The planned project targets a section of the railway that runs through Colombo, Sri Lanka’s largest city. The project includes the construction of 15.7 kilometers of elevated railway line and the construction of 16 stations as well as procurement of railway cars. Sri Lanka signed an agreement for a 30-billion-yen loan from the Japan International Cooperation Agency (JICA) in March 2019 toward the first phase of the project. A ground-breaking ceremony took place in July 2019 with the attendance of then-prime minister Ranil Wickremesinghe.
President Gotabaya Rajapaksa, however, ordered the termination of the project. The president’s secretary noted in a Sept. 21 letter to the transportation ministry that the project “costs are very high” and the project is not a “cost effective solution for Columbo’s transportation infrastructure. The letter explained that the “President ordered the termination of the project and closure of the project office.”
Japan and Sri Lanka agreed on the project during former President Maithripala Sirisena’s administration. The Sirisena administration had a goal of reviewing the country’s excessive reliance on China, and aimed for balanced diplomatic relations with other countries such as Japan and India. There are concerns that President Rajapaksa, who took office in November 2019, will again turn towards China. This is because his brother, former President Mahinda Rajapaksa, was seen as “pro-China” and proceeded with infrastructure projects that rely on Chinese funds.
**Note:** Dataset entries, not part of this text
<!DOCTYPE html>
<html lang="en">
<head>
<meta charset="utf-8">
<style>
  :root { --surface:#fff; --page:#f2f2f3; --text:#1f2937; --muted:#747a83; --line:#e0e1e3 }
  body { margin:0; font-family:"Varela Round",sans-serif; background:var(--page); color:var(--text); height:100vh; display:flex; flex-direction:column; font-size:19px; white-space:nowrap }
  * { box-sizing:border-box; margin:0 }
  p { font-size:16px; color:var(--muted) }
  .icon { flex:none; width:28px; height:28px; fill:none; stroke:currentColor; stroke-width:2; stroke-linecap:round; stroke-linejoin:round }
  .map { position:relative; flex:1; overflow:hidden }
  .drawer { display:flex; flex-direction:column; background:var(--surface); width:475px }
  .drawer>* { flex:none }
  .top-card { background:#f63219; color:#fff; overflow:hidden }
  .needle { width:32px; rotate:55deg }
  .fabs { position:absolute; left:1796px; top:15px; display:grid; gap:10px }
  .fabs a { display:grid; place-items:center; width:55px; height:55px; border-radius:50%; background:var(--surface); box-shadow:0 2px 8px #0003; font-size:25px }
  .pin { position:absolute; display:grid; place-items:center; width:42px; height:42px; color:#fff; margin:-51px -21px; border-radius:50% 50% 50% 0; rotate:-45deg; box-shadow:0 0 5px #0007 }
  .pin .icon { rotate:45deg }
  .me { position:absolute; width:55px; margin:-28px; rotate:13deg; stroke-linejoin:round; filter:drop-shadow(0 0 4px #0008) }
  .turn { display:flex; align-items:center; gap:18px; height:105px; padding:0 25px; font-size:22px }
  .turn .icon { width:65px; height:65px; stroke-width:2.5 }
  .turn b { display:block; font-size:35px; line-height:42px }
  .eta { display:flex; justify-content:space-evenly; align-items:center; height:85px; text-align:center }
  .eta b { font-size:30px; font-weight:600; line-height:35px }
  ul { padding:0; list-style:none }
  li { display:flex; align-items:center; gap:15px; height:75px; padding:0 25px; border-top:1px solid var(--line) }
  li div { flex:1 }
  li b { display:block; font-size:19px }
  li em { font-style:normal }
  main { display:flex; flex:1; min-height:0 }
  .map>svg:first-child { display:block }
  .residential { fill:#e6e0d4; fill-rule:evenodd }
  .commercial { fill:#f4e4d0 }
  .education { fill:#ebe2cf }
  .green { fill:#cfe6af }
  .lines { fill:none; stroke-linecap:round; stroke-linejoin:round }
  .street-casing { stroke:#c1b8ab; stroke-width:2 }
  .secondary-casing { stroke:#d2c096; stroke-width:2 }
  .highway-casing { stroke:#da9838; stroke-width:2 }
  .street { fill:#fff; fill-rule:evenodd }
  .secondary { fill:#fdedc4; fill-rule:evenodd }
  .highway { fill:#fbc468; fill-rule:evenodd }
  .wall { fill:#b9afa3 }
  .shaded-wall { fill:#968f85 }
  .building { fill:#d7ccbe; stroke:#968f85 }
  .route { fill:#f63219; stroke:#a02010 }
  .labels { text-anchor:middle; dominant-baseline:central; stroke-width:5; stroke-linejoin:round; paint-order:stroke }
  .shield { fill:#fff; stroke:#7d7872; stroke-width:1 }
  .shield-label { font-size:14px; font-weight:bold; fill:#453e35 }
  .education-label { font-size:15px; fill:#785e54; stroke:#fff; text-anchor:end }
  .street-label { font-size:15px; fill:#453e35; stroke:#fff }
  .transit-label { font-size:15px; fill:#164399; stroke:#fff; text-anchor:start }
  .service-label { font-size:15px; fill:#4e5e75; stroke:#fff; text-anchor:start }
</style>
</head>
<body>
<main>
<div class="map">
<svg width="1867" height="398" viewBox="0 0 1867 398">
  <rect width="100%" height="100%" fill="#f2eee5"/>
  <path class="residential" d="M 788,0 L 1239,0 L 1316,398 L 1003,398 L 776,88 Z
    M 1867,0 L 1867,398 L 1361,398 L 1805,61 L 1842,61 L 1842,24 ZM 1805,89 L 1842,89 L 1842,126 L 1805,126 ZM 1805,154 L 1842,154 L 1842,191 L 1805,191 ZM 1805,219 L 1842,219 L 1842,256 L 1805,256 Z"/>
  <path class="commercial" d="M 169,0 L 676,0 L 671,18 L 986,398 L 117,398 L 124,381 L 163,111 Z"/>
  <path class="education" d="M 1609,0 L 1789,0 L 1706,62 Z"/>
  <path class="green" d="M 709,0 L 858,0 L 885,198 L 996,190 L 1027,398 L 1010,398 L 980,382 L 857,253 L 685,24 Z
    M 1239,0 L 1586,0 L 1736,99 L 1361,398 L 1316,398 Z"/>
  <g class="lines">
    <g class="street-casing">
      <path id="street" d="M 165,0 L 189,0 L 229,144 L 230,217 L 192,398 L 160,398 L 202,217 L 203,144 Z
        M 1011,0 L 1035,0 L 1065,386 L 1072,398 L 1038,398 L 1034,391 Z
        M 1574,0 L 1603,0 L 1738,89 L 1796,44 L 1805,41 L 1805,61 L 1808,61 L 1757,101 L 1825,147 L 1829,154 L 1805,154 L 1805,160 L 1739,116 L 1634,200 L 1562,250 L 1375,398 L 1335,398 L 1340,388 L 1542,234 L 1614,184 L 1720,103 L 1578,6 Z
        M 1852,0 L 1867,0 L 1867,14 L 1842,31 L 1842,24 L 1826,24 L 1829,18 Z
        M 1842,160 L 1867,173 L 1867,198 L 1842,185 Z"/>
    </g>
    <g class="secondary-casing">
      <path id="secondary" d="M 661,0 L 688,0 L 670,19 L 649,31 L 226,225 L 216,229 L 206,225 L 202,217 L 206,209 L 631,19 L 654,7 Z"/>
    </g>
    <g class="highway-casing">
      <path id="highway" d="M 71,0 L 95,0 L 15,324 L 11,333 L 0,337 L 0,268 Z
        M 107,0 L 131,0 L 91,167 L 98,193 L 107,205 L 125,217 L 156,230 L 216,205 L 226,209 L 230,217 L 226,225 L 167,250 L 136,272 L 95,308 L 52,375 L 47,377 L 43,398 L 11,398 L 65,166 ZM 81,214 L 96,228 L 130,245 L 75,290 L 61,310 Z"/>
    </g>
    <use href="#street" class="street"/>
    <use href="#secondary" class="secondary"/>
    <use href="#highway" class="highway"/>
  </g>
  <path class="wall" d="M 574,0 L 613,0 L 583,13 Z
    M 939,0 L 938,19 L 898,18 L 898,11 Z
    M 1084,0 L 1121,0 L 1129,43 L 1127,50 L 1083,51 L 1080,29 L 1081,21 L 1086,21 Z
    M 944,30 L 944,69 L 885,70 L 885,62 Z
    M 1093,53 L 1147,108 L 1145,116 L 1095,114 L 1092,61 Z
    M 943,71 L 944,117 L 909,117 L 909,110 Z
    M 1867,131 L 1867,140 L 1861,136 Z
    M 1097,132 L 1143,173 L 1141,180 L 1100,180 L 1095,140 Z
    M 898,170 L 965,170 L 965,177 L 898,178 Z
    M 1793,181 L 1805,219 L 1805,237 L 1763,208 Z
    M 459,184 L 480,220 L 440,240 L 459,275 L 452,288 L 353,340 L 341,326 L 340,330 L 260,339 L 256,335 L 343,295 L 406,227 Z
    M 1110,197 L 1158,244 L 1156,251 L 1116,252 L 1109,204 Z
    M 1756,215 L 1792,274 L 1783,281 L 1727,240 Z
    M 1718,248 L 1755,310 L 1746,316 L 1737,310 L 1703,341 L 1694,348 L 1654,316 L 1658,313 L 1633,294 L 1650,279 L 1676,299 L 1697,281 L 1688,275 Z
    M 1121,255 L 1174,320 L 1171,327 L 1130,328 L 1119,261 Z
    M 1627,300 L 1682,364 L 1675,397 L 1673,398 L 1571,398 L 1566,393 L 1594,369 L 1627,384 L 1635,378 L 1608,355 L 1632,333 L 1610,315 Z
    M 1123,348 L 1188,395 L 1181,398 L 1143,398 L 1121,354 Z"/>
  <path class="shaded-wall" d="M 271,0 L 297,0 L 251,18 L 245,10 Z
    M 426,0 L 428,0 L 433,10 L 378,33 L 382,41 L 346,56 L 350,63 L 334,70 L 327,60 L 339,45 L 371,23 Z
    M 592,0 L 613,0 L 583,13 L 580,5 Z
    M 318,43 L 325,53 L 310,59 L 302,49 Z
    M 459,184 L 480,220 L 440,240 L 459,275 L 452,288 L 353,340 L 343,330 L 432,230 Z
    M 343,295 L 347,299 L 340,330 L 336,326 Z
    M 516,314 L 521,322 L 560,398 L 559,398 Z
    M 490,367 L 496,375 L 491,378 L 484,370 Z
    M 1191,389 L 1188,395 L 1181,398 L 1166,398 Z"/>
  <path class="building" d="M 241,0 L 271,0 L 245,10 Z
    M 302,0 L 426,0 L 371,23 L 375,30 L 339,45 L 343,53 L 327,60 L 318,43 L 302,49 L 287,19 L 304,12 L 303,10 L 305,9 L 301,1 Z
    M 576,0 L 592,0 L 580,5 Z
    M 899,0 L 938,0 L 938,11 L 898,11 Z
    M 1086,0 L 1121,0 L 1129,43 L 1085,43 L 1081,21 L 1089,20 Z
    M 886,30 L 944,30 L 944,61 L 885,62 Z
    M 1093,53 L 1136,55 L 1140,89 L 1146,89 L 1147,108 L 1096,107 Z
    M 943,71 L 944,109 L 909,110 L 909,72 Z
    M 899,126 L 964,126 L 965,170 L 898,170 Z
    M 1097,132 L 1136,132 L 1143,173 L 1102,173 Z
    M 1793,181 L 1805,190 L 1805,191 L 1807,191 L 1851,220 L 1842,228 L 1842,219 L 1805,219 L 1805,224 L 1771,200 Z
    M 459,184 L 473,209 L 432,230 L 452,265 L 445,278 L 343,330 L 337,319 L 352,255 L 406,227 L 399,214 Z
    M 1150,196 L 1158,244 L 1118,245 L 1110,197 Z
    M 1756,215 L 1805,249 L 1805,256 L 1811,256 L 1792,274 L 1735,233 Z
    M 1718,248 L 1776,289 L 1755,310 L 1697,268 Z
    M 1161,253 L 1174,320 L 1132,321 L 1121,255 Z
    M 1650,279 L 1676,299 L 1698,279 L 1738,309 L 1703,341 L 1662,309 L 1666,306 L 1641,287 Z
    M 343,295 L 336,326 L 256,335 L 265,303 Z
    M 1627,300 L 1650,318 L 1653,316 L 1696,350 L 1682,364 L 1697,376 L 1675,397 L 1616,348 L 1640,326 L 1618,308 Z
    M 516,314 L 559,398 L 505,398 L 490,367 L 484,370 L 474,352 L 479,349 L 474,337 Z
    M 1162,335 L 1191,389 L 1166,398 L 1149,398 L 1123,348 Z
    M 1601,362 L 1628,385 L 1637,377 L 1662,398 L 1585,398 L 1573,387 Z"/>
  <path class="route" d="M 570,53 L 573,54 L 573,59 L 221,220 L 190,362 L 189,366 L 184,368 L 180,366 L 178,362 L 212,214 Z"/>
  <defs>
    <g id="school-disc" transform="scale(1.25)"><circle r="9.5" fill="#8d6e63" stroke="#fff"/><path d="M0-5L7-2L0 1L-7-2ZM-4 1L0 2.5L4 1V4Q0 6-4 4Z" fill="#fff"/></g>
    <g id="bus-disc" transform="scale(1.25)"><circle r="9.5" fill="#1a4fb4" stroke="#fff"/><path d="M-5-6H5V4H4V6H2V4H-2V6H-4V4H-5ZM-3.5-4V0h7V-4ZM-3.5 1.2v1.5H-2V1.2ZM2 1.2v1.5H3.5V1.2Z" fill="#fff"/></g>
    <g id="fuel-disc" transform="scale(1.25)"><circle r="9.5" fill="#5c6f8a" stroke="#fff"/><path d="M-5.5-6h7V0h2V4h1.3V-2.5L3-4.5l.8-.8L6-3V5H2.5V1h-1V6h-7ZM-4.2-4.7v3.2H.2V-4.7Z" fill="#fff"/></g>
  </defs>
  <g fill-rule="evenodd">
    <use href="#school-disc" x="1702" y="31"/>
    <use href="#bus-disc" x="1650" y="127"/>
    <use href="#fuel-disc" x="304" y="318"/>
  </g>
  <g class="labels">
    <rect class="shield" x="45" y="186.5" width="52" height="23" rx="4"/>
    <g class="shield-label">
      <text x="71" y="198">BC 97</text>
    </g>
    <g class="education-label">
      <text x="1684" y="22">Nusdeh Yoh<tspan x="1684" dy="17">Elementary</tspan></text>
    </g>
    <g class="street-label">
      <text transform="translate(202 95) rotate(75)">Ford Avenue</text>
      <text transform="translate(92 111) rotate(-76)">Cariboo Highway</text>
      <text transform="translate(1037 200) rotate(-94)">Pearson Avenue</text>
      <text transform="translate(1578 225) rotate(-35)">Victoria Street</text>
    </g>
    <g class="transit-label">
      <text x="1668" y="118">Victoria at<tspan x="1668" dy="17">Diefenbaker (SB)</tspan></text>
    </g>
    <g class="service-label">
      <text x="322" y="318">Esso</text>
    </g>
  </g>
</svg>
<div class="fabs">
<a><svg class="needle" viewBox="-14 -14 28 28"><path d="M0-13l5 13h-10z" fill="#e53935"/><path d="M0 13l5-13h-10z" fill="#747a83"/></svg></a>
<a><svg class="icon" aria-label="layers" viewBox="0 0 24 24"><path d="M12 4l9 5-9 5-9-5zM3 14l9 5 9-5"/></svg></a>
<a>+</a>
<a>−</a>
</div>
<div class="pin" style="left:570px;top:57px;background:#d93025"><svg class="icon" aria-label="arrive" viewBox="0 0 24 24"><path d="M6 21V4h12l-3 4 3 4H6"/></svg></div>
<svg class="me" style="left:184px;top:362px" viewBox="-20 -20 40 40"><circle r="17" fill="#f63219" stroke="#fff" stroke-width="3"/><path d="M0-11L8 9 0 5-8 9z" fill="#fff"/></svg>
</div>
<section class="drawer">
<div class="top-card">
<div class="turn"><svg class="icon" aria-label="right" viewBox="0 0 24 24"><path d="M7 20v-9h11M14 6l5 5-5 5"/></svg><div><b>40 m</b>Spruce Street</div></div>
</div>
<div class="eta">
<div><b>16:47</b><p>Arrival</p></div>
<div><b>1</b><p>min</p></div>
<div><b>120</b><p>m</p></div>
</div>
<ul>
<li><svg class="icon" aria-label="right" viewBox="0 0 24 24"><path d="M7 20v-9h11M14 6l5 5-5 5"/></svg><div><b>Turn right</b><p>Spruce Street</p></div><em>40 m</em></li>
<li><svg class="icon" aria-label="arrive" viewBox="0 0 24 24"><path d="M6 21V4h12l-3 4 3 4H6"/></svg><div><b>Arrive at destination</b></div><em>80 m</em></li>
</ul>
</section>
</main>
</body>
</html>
The southern port of Hambantota, developed with Chinese aid, was leased to China for 99 years in 2017 during former President Mahinda Rajapaksa’s administration due to Sri Lanka’s problems in debt payment. This is a typical example of China’s “debt trap.” Mahinda Rajapaksa serves as prime minister alongside his brother, President Gotabaya Rajapaksa, since the 2019 presidential election.
It is still unknown whether the rail project will be terminated. Reuters reported on Sept. 24 that a transportation ministry official said the project “was temporarily suspended due to “foreign exchange difficulties” and that “other projects are also suspended.” The JICA Sri Lanka Office only responded that it “acknowledges the media reports [of the project cancellation] but will reserve from commenting” on the matter.